I've seen quite a few studies on money in elections. Most of them include non-competitive constituencies. Those that address ONLY competitive constituencies with competitive party registration numbers and two candidates that both receive reasonable amounts of money tend to fail to find any significant role of money in making a victor.

That doesn't mean campaign giving is useless: early fundraising can shut out primary challengers, or intimidate the other party into not competing in a meaningful fashion. And if you DON'T raise any money, then you don't fall into that category of "reasonable amounts of money." If the other guy raises $10 million and you raise $10,000, I don't see why you should expect to win: nobody apparently bothered to support your campaign. But if you raise, say, $1.8 million, and the other guy raises $4 million, it might make a big difference, but it also might not.
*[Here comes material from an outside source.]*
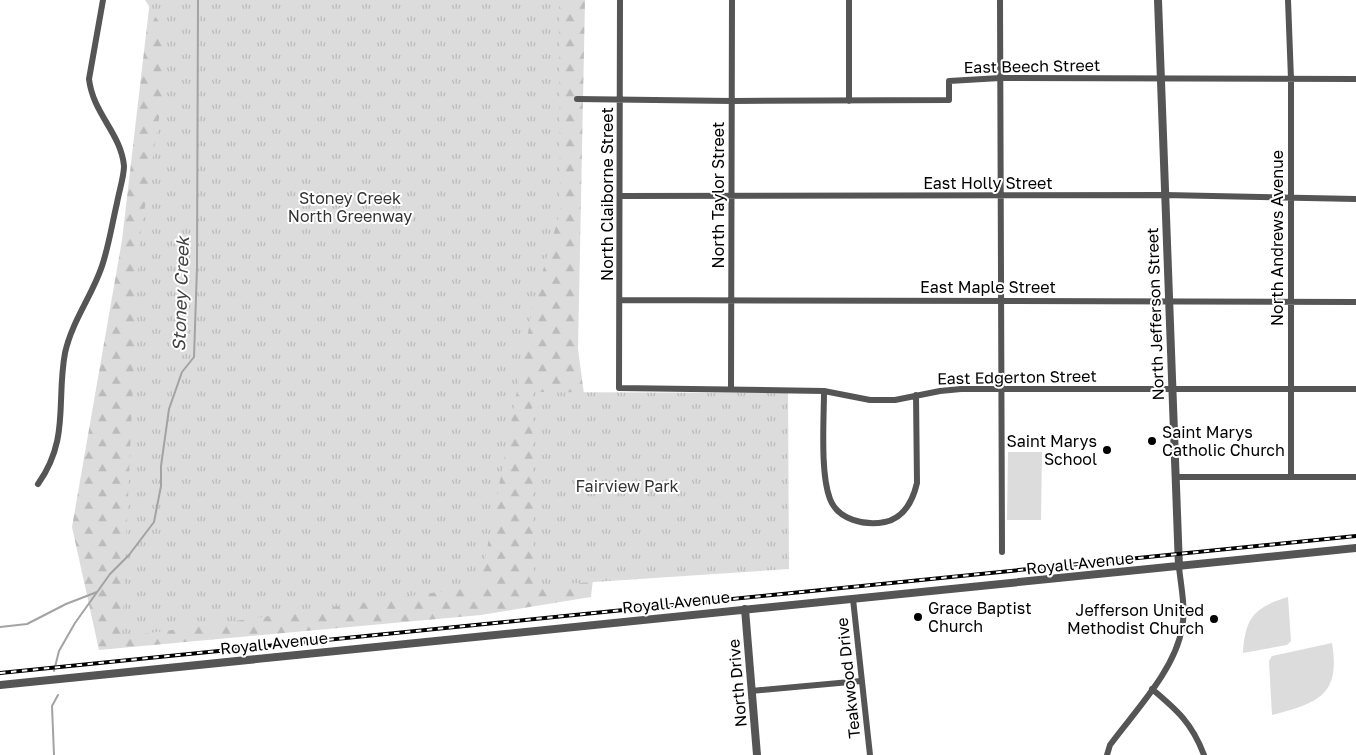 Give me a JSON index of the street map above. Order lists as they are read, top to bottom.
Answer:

Statistically, there's no clear indicator that such differences matter a great deal, in the one or two studies I've seen in my poli sci and econ classes. There may be others I haven't seen.

Racial allegiance actually wasn't a reference to Obama, but rather to some racial/ethnic groups tending to favor a specific party, such as African Americans with the Democratic Party (and possibly Hispanics). By religious influence, I meant election-day sermons and the like.

And making longer, staggered terms drastically reduces the returns on rent-seeking, because it means companies have constant election cycles to "buy," but politicians have comparatively much longer tenures and less need to worry about re-election. Possible methods that various peoples and governments have used to reduce rent seeking include geographic isolation (move the capital away from wherever all the lobbyists live), rigorous civil service examinations (which the US lacks), segmentation of interests (crush public sector unions, allow large firms to fail), constitutional limits or some other commitment mechanism (a credible claim to absolutely refuse to address a certain policy arena, meaning no firm has any incentive to lobby in regards to it), expansion of the powerful class (in the case of the US, this would men a larger congress), reinforcing the independence of institutions (changing the structure of political appointments, for example), and others.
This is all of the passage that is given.